¿Cuándo empieza un alumno a aprender (de verdad)?
Quiero preguntarme por el alumno que comienza a aprender algo “por sí mismo”.
Digamos lo evidente: no todo lo que se enseña, se aprende. Las razones son múltiples, por supuesto. Pero quiero preguntarme por el alumno que comienza a aprender -algo que es siempre “por sí mismo”-. ¿Qué es lo que ocurre para que dé semejante salto?
En la historia encontramos varias respuestas, que ni citaré. El sistema pedagógico se asienta, todavía hoy, en la obligación. No tanto en transmitir un deber del que el alumno pueda hacerse cargo responsable y autónomamente, sino en diseñar un camino uniforme por el que el alumno debe transitar. Si va despacio, si se sale de él, una serie de penalizaciones quieren ser “las mejores ayudas” para enderezar a quien se tuerce.

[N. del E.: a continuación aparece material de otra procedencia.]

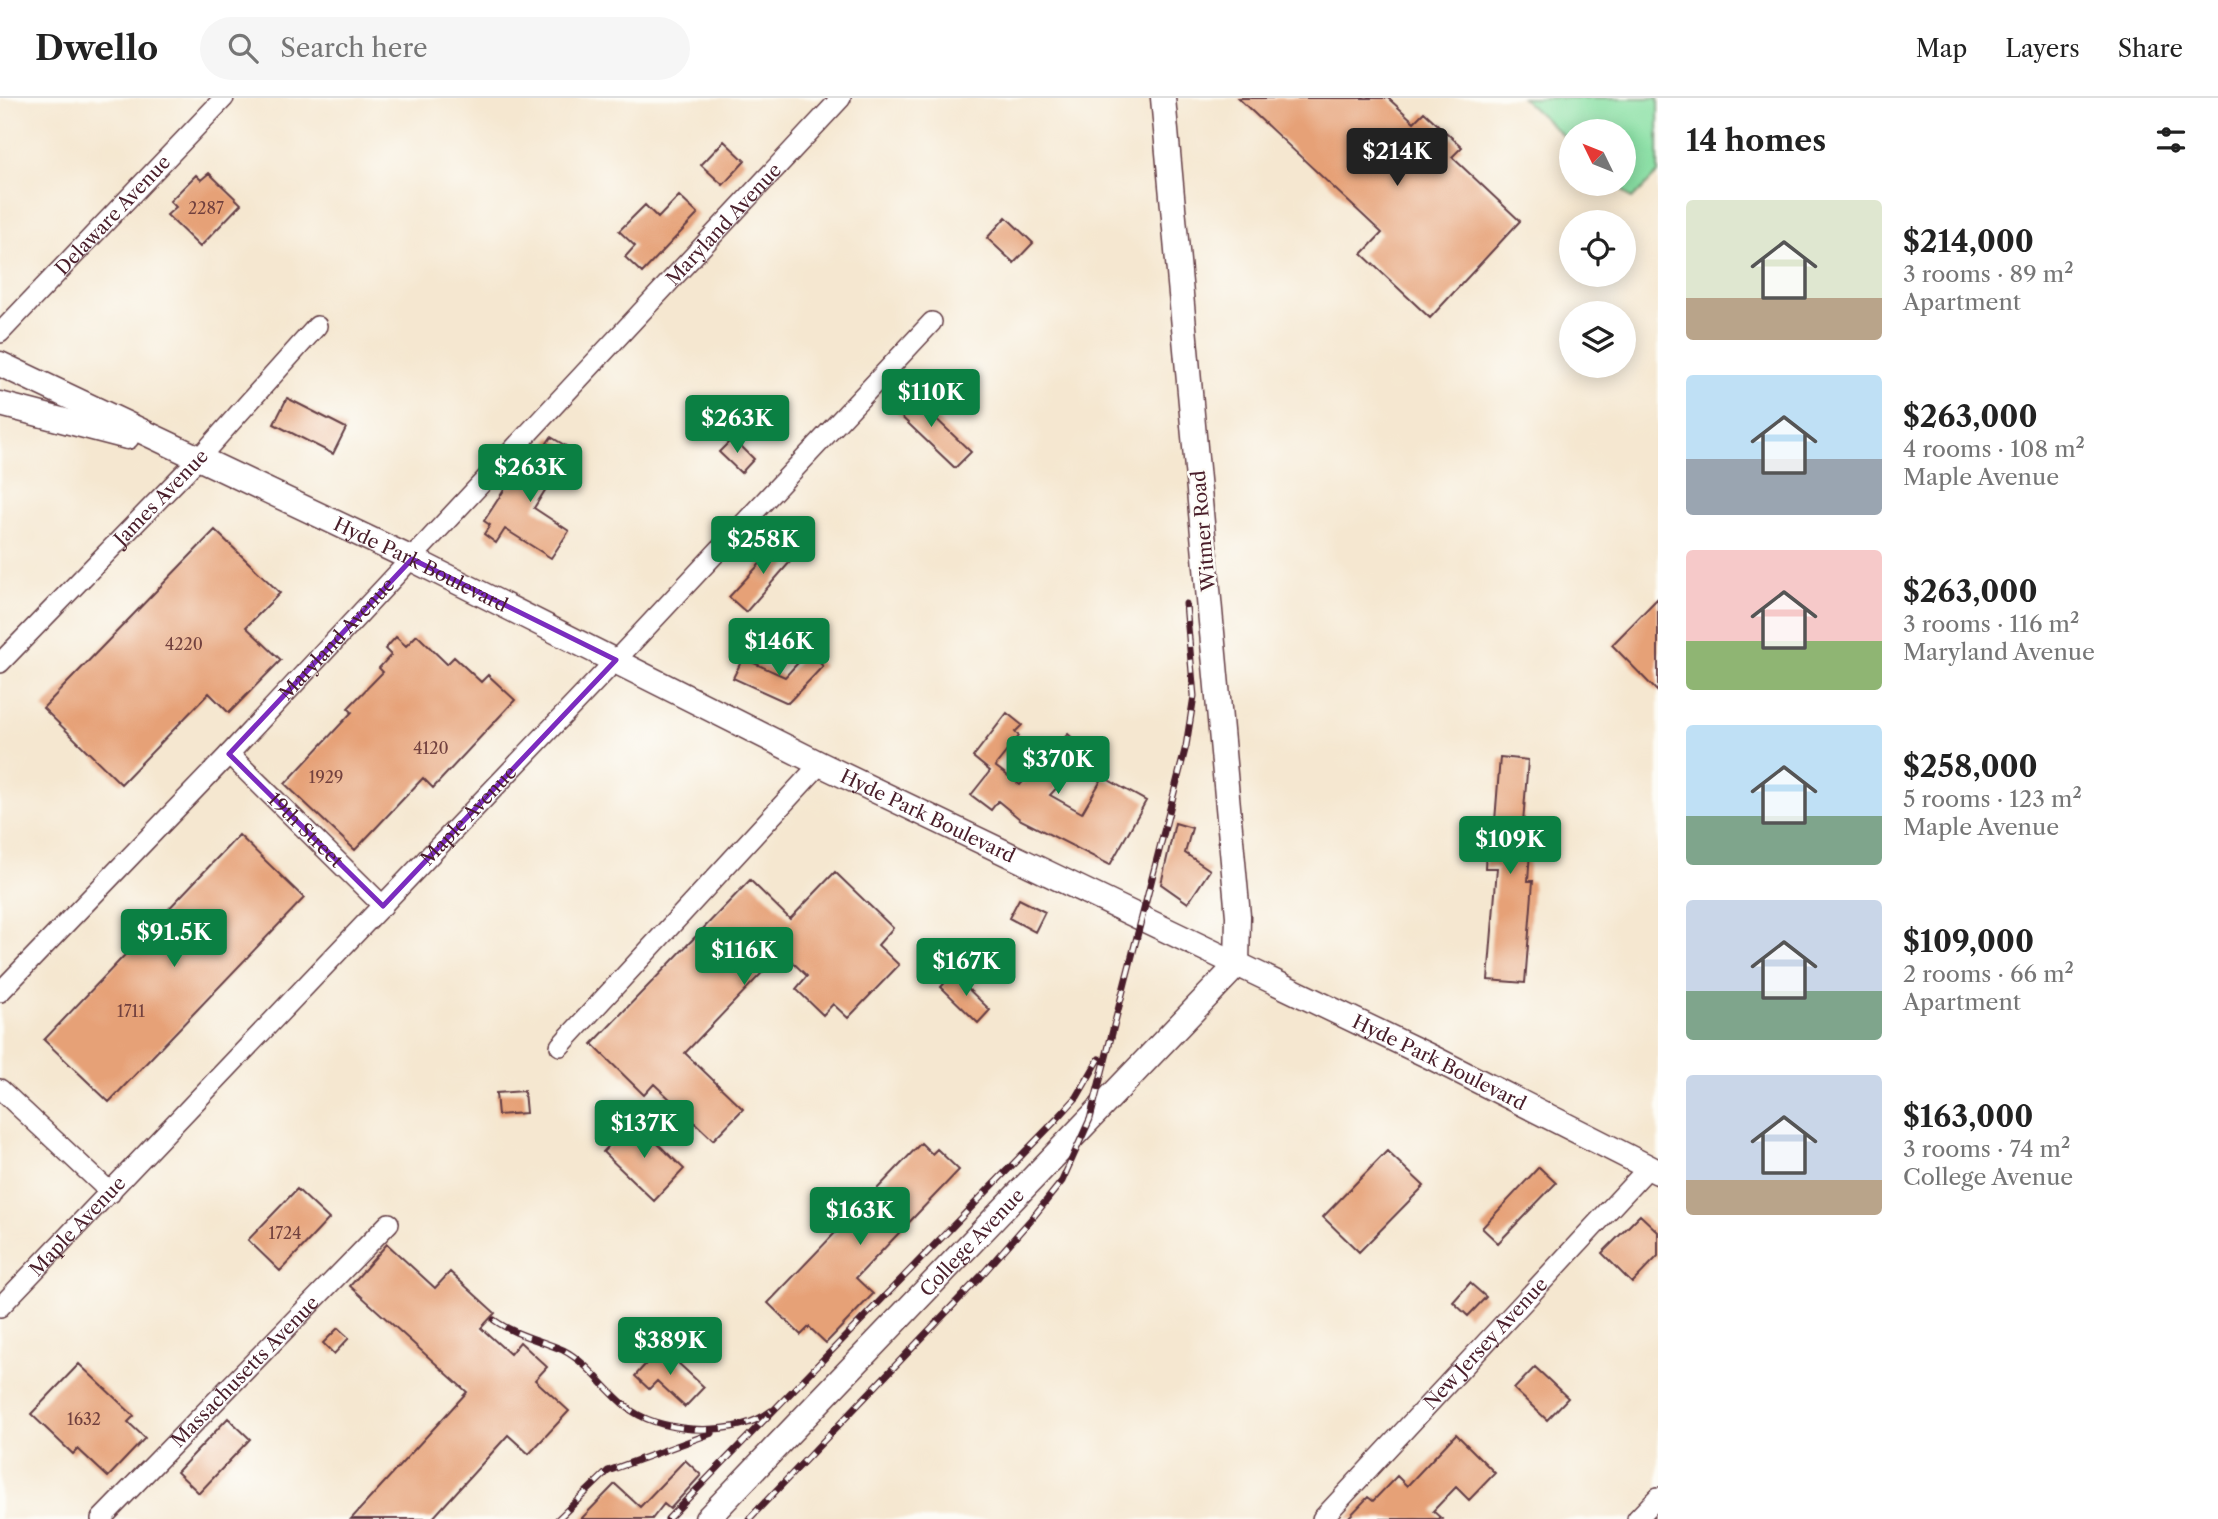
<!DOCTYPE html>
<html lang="en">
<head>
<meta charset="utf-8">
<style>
	:root { --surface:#fff; --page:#f6f6f6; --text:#222; --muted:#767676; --line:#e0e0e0; --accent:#0b8043 }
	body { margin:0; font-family:"Libre Caslon Text",serif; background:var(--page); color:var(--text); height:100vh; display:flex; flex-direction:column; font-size:26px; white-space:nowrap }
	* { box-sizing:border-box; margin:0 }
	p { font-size:23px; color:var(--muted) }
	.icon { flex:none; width:38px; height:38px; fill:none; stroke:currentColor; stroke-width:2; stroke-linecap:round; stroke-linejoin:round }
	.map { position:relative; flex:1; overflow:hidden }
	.side { display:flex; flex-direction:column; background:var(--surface); width:560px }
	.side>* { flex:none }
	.needle { width:46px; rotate:313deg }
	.buttons { position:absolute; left:1559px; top:21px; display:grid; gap:14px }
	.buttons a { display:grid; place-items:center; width:77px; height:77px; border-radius:50%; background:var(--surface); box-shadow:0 4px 18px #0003; font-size:35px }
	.price { position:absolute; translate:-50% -60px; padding:0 16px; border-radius:7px; background:var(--accent); color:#fff; font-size:23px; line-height:46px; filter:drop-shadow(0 2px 4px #0008) }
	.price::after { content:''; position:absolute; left:50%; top:42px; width:21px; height:16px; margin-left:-10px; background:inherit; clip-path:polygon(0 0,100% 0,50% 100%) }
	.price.active { background:#222; color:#fff }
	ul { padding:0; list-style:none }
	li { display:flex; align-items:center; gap:21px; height:175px; padding:0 28px }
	li span { display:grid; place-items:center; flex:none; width:196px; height:140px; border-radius:7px; color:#555 }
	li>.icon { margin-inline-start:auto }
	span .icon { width:84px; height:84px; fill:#fffc; stroke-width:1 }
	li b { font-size:30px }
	h2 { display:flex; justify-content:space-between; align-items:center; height:84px; padding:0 28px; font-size:30px }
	header { display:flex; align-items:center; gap:42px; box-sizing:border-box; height:98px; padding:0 35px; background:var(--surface); border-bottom:2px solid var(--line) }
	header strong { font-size:33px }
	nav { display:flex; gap:38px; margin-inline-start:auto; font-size:24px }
	.search { width:490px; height:63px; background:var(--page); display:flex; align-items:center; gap:18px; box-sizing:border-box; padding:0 24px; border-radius:38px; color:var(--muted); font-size:26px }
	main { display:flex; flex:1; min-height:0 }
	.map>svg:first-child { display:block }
	.green { fill:#89e0a4; stroke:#6a8068; stroke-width:2 }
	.building { fill:#e6a177 }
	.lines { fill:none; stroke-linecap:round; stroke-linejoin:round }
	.minor-casing { stroke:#643d44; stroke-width:22 }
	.major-casing { stroke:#643d44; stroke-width:27 }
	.minor { stroke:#fff; stroke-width:19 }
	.major { stroke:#fff; stroke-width:24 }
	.rail-casing { stroke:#4a1f2b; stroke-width:7 }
	.rail { stroke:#fdfcf7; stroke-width:4.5; stroke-dasharray:13; stroke-linecap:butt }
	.marked { fill:none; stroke:#7b2cbf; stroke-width:5; stroke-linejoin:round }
	.labels { text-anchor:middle; stroke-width:5; stroke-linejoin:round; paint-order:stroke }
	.number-label { font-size:16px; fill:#71403e }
	.street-label { font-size:19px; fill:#4a1f2b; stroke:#fdfcf7 }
</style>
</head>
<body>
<header>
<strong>Dwello</strong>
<div class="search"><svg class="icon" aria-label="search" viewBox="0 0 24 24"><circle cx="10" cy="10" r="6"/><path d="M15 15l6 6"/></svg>Search here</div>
<nav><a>Map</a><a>Layers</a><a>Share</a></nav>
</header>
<main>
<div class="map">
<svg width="1658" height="1421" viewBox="0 0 1658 1421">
	<rect width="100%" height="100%" fill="#fdfcf7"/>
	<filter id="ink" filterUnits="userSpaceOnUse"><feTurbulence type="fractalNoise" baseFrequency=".0143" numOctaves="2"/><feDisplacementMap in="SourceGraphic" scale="14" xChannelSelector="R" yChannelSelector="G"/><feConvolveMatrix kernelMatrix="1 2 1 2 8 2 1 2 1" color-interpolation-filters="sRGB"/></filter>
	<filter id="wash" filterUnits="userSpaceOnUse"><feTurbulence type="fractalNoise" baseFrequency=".00686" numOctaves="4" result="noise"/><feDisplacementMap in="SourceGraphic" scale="28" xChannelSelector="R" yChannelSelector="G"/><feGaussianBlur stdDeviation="1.57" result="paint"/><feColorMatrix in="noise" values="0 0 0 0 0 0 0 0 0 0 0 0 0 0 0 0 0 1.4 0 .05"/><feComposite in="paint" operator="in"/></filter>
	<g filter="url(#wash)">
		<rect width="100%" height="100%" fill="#f5e7d0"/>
		<path class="green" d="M1522 0H1658V75L1632 101 1616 86H1624V33H1572L1571 45Z"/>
		<g id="blocks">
			<path class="building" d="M1238 0H1388L1414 24 1424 14 1462 49 1452 59 1520 123 1430 220 1362 156 1382 135Z
				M724 43 745 63 723 87 701 67Z
				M209 75 241 106 200 149 167 117 176 109 170 103 196 77 201 82Z
				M679 98 698 116 642 175 625 159 635 148 619 133 645 107 658 120Z
				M1006 119 1033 145 1014 165 987 140Z
				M906 292 971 354 955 370 890 308Z
				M287 300 346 330 333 356 274 326Z
				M551 339 571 351 534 410 569 433 551 460 505 431 496 445 484 436 490 427 484 423 508 386 512 389 521 376 525 378Z
				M733 340 754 361 741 375 719 354Z
				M215 432 280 495 246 529 281 562 229 615 209 595 121 686 43 610Z
				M782 442 797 456 746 514 729 499Z
				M1658 500V594L1612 547Z
				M417 537 447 566 454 559 481 584 488 577 515 602 433 690 423 680 355 752 285 686 352 614 348 610 383 574 379 570 391 557 385 551 396 539 406 548Z
				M808 554 823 568 788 605 733 580 743 560 785 579Z
				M1007 615 1022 627 1015 634 1019 638 995 668 1020 687 1068 636 1089 655 1050 697 1082 715 1103 679 1146 703 1110 767 1021 722 998 703 991 712 971 697 990 673 973 659Z
				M1500 659 1528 662 1522 737 1531 738 1528 783H1533L1525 885 1488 882 1497 770H1485L1487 735 1494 736Z
				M1175 725 1192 730 1185 755 1210 772 1188 805 1161 786Z
				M239 737 304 800 109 1004 44 942Z
				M835 774 893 830 878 847 899 867 848 920 833 906 823 917 796 891 807 878 782 854 685 955 743 1011 713 1042 654 986 644 997 592 946 750 782 790 821Z
				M1019 801 1045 814 1035 834 1009 820Z
				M953 876 990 912 978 925 941 889Z
				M524 993 526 1015 498 1017 496 995Z
				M633 1022 684 1071 654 1103 603 1054Z
				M921 1045 932 1056 937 1051 959 1072 856 1180 873 1196 826 1245 809 1229 801 1237 768 1205Z
				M1387 1053 1424 1088 1359 1154 1323 1119Z
				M1539 1069 1556 1085 1498 1145 1482 1130Z
				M297 1091 329 1121 280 1173 248 1142Z
				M1640 1117 1658 1134V1158L1632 1185 1602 1155Z
				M387 1146 435 1190 450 1174 495 1215 481 1230 510 1256 520 1244 547 1269 535 1282 569 1313 529 1356 508 1337 432 1421H351L467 1294 350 1188Z
				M1470 1185 1486 1199 1468 1218 1453 1204Z
				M338 1230 349 1240 334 1256 323 1245Z
				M661 1249 704 1289 685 1309 657 1283 649 1291 635 1278Z
				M79 1266 134 1318 128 1324 145 1340 108 1379 78 1351 73 1356 31 1316Z
				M1535 1269 1568 1300 1547 1322 1514 1291Z
				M228 1320 250 1341 199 1395 177 1374Z
				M1456 1336 1495 1375 1469 1402 1456 1389 1433 1413 1442 1421H1347L1368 1399 1373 1403 1397 1378 1407 1388Z
				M685 1362 701 1377 670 1411 664 1406 652 1421H581L615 1386 640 1409Z"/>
		</g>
	</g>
	<g filter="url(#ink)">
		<use href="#blocks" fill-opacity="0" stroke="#643d44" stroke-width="2"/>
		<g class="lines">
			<defs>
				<g id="minor">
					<path id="s1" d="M0 235 224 0"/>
					<path id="s2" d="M0 565 199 360 317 228"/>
					<path id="s3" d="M229 656 383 808"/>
					<path id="s4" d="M0 894 229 656 841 0"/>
					<path d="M560 948 820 666"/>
					<path d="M0 991 111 1095"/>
					<path id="s5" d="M0 1209 616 562 932 224"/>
					<path id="s6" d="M101 1421 389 1125"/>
					<path id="s7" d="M1322 1421 1649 1069"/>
					<path d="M1637 1421 1658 1399"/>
				</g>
				<g id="major">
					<path id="s8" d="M0 266 412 461 820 666 1433 960 1658 1074"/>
					<path d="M0 306 127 339"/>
					<path id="s9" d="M707 1421 1237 867 1238 818 1163 0"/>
				</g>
			</defs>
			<use href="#minor" class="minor-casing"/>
			<use href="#major" class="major-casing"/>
			<use href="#minor" class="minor"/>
			<use href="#major" class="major"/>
			<defs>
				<path id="rail" d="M494 1222C515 1237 540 1242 563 1252 589 1265 608 1296 632 1313 666 1336 738 1339 771 1313
					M558 1421 608 1373 712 1335
					M668 1421 1057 1021 1077 999 1099 961
					M749 1421 980 1179 1034 1118 1062 1083 1090 1021 1186 648 1194 598 1186 506"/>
			</defs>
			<use href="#rail" class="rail-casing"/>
			<use href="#rail" class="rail"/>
		</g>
	</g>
	<path class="marked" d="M412 461 616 562 383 808 229 656Z"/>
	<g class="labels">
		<g class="number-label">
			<text x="206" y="116">2287</text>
			<text x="184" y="552">4220</text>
			<text x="431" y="656">4120</text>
			<text x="326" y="685">1929</text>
			<text x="131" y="919">1711</text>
			<text x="285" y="1141">1724</text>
			<text x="84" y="1327">1632</text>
		</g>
		<g class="street-label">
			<text dy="7" stroke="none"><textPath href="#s1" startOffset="163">Delaware Avenue</textPath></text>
			<text dy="7" stroke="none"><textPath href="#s4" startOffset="1055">Maryland Avenue</textPath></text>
			<text dy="7" stroke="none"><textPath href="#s2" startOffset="231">James Avenue</textPath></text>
			<text transform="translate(1203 433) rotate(-95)" y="7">Witmer Road</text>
			<text dy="7" stroke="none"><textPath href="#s8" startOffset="466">Hyde Park Boulevard</textPath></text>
			<text dy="7" stroke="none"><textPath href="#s4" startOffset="488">Maryland Avenue</textPath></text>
			<text dy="7" stroke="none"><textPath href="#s8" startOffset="1032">Hyde Park Boulevard</textPath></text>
			<text dy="7" stroke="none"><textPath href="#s5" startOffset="679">Maple Avenue</textPath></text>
			<text dy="7" stroke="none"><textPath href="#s3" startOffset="108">19th Street</textPath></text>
			<text dy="7" stroke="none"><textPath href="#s8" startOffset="1600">Hyde Park Boulevard</textPath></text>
			<text dy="7" stroke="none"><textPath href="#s5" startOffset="112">Maple Avenue</textPath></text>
			<text dy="7" stroke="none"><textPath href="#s9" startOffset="383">College Avenue</textPath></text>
			<text dy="7" stroke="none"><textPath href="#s7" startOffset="240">New Jersey Avenue</textPath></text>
			<text dy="7" stroke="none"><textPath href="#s6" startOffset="206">Massachusetts Avenue</textPath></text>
		</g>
	</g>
</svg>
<div class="buttons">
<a><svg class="needle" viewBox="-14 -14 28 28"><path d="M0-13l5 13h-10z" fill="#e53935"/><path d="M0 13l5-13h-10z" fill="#767676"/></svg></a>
<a><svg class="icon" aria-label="locate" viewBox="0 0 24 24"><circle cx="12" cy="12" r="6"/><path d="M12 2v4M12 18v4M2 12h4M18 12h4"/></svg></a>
<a><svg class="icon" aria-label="layers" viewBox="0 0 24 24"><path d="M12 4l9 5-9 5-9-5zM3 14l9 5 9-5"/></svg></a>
</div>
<b class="price active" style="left:1397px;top:90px">$214K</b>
<b class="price" style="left:931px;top:331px">$110K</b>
<b class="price" style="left:737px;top:357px">$263K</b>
<b class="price" style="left:530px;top:406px">$263K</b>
<b class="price" style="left:763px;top:478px">$258K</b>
<b class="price" style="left:779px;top:580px">$146K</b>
<b class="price" style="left:1058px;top:698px">$370K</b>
<b class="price" style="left:1510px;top:778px">$109K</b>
<b class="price" style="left:174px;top:871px">$91.5K</b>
<b class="price" style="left:744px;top:889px">$116K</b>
<b class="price" style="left:966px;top:900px">$167K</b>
<b class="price" style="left:644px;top:1062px">$137K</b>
<b class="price" style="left:860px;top:1149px">$163K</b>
<b class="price" style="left:670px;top:1279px">$389K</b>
</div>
<section class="side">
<h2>14 homes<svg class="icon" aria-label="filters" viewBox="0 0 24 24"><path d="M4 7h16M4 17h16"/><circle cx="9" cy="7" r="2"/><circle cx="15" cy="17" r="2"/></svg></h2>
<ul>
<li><span style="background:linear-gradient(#dfe7d0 70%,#b9a48a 0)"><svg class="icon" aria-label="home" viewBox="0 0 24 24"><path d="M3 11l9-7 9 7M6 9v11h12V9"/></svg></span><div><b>$214,000</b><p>3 rooms · 89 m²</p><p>Apartment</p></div></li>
<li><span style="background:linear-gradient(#bfe0f5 60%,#9aa5b1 0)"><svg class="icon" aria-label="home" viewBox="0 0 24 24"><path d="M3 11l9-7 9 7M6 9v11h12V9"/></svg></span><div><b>$263,000</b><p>4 rooms · 108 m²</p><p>Maple Avenue</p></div></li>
<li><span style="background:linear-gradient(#f6c9c9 65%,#8fb573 0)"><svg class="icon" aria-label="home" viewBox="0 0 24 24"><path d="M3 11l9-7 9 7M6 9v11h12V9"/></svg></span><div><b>$263,000</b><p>3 rooms · 116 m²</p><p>Maryland Avenue</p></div></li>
<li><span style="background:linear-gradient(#bfe0f5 65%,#7fa58c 0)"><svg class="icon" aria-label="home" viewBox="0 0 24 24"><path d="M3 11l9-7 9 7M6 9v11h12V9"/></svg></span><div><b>$258,000</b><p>5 rooms · 123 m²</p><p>Maple Avenue</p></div></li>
<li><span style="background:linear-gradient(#c9d6e8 65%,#7fa58c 0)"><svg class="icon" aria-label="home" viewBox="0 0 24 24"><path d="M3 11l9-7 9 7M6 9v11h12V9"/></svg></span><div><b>$109,000</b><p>2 rooms · 66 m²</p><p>Apartment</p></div></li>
<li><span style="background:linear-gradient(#c9d6e8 75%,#b9a48a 0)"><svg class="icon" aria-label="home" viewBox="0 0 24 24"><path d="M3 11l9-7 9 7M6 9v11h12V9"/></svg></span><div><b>$163,000</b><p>3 rooms · 74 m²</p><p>College Avenue</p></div></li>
</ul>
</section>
</main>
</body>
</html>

Otra visión se establece desde el asombro, la novedad. Se pretende situar al alumno ante lo desconocido y despertar una cierta curiosidad e intriga, como si fuera una historia narrada para desvelar una especie de secreto o encontrar un tesoro. Mientras tanto, continuar mapeando y aprender a utilizar herramientas e instrumentos acordes al objetivo. Es interesante, en este sentido, ver la correlación que se establece entre el alumno y la realidad y cómo la afronta. Pero de novedad permanente no se puede vivir, ni el maestro es capaz de generarla.
Una tercera vía, por necesidad. Sin lugar a duda, aprendizajes mucho más sólidos que los prefabricados artificialmente. El problema evidente, no todos tienen las mismas necesidades. La diversificación y la personalización, que asusta enormemente y no es para menos, da lugar a innumerables posibilidades y la gestión disparada de recursos adaptados. Pero la necesidad, quién no lo sabe, es maestra de vida como ninguna otra. En la escuela, como ese entorno pacífico en forma de invernadero, cuando no cárcel del alma, la necesidad entra a cuentagotas. Incluso, diría yo, hay miedo a reconocer las verdaderas necesidades de nuestros alumnos. No digamos después de una pandemia y lo que se ha vivido. No digamos después de la experiencia histórica de cada uno de ellos. Hay miedo a tocar ese mundo. No sea que… ¡A la primera vía, la del olvido de todo lo demás que no sea el currículo, el camino, el iter!
La cuarta, el amor. Cuando algo se ama, con pasión e ilusión, se busca conocer más y más. Solo se ama, también es cierto, lo que se conoce; no puede ser de otro modo. La vida tiene que presentárnoslo, por el cauce que sea. Pero conocido y amado, comienza el aprendizaje más entregado. Sin los romanticismos torpes con los que se contamina el amor. Con la entrega sacrificada que le es propia, con la donación de sí y la atención que cautiva. Ahora bien, la chispa fecunda del amor inicial debe ser cultivada. En la escuela se puede poco más que, en este sentido, golpear piedras entre sí una y otra vez, con la ilusión que el profesor pone en lo que hace cuando es ya su vocación, no su trabajo. Las chispas, sin embargo, deben prender en alumnos acogedores y despiertos, capaces de recibir lo máximo.
Me duele ver callados, casi avergonzados e intimidados, a los alumnos que disfrutan aprendiendo y a los que les entusiasma saber. Me duelen los macarras que muestran reiteradamente su desprecio por el saber. Ahora bien, me entusiasma el alumno valiente que, con disciplina y diligencia, va dando pasos cortos y pasos largos en su propia aventura, comenzando a ser más libre de lo que reconoce y va cultivando pacientemente su mejor futuro, que será siempre un mejor futuro para muchos otros.